« La ligne Rivesaltes-Axat doit rester dans le réseau SNCF » (L’Indép)

Des élus communistes des Pyrénées-Orientales ont écrit à Jean Castex, le PDG de la SNCF, pour alerter « sur l’abandon que constituerait la vente des emprises ferroviaires de la ligne Rivesaltes-Axat au syndicat mix ». Une décision, si elle se confirme, qui selon eux « mettrait en danger la ligne » où circule le Train Rouge.

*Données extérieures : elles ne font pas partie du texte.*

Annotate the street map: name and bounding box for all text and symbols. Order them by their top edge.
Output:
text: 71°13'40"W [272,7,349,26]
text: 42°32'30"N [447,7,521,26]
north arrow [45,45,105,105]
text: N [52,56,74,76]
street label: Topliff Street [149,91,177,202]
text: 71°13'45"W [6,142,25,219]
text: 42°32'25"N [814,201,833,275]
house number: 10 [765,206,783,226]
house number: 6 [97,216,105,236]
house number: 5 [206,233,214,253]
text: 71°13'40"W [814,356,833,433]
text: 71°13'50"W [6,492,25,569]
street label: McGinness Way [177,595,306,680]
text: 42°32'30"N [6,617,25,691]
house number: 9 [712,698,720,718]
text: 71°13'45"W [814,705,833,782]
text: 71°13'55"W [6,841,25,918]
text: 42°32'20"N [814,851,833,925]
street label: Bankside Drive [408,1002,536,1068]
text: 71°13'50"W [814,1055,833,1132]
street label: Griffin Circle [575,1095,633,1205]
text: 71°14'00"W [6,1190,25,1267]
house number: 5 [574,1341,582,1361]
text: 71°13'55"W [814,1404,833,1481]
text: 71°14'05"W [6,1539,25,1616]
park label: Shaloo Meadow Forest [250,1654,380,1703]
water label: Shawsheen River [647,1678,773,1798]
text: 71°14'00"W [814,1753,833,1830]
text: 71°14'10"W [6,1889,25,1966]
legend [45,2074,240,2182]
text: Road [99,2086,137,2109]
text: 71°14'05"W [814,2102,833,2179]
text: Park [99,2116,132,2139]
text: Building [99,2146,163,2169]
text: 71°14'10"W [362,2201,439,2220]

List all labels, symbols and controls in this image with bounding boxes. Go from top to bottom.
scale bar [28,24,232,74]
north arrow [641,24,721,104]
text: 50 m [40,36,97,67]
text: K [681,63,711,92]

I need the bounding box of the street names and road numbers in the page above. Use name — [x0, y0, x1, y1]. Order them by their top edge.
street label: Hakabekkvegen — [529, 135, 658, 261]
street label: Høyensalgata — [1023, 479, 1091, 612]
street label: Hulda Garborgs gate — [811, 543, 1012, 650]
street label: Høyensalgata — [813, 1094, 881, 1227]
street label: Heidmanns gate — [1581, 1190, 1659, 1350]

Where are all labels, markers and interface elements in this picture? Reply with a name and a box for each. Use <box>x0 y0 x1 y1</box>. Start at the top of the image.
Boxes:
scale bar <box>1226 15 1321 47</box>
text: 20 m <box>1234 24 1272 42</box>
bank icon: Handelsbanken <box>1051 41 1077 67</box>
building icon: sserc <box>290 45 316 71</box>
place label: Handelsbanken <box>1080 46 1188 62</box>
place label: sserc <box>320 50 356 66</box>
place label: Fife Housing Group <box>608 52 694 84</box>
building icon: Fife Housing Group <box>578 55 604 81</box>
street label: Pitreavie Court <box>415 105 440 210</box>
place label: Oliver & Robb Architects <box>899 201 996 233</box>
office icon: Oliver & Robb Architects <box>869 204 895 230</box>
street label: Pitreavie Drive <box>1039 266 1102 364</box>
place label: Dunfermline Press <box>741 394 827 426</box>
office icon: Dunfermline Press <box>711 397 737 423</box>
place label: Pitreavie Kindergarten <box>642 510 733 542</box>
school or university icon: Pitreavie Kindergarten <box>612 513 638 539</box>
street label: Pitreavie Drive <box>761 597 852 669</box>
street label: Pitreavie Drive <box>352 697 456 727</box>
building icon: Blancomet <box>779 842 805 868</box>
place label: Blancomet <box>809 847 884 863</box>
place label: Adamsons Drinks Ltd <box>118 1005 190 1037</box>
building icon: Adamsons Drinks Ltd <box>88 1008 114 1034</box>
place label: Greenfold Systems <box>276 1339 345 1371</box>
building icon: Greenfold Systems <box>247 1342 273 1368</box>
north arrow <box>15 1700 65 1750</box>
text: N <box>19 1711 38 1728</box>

Les élus communistes de la Vallée de l’Agly, soutenu par leur parti, craignent un « déraillement ». Du coup, ils écrivent au patron de la SNCF, Jean Castex, aussi ancien maire de Prades et conseiller départemental des Pyrénées-Orientales de 2015 à 2020. « Nous venons d’apprendre que la SNCF-Réseau s’appéterait à céder les emprises de la voie ferrée Rivesaltes-Axat au syndicat mixte exploitant le train touristique Train du Pays Cathare et du Fenouilledes (Le Train Rouge) circulant sur cette voie. Nous tenons à vous faire part de notre opposition à cette transaction ». Cette ligne est longue 60 kilomètres. « Cette vente marquerait un abandon du service public ferroviaire dans un périmètre celui de l’agglomération de Perpignan qui soutire d’une congestion permanente de ses accès en direction des trois vallées que vous connaissez bien », insistent Dominique Poirot, Lola Beuze et Patrick Cases, les trois élus communistes du secteur.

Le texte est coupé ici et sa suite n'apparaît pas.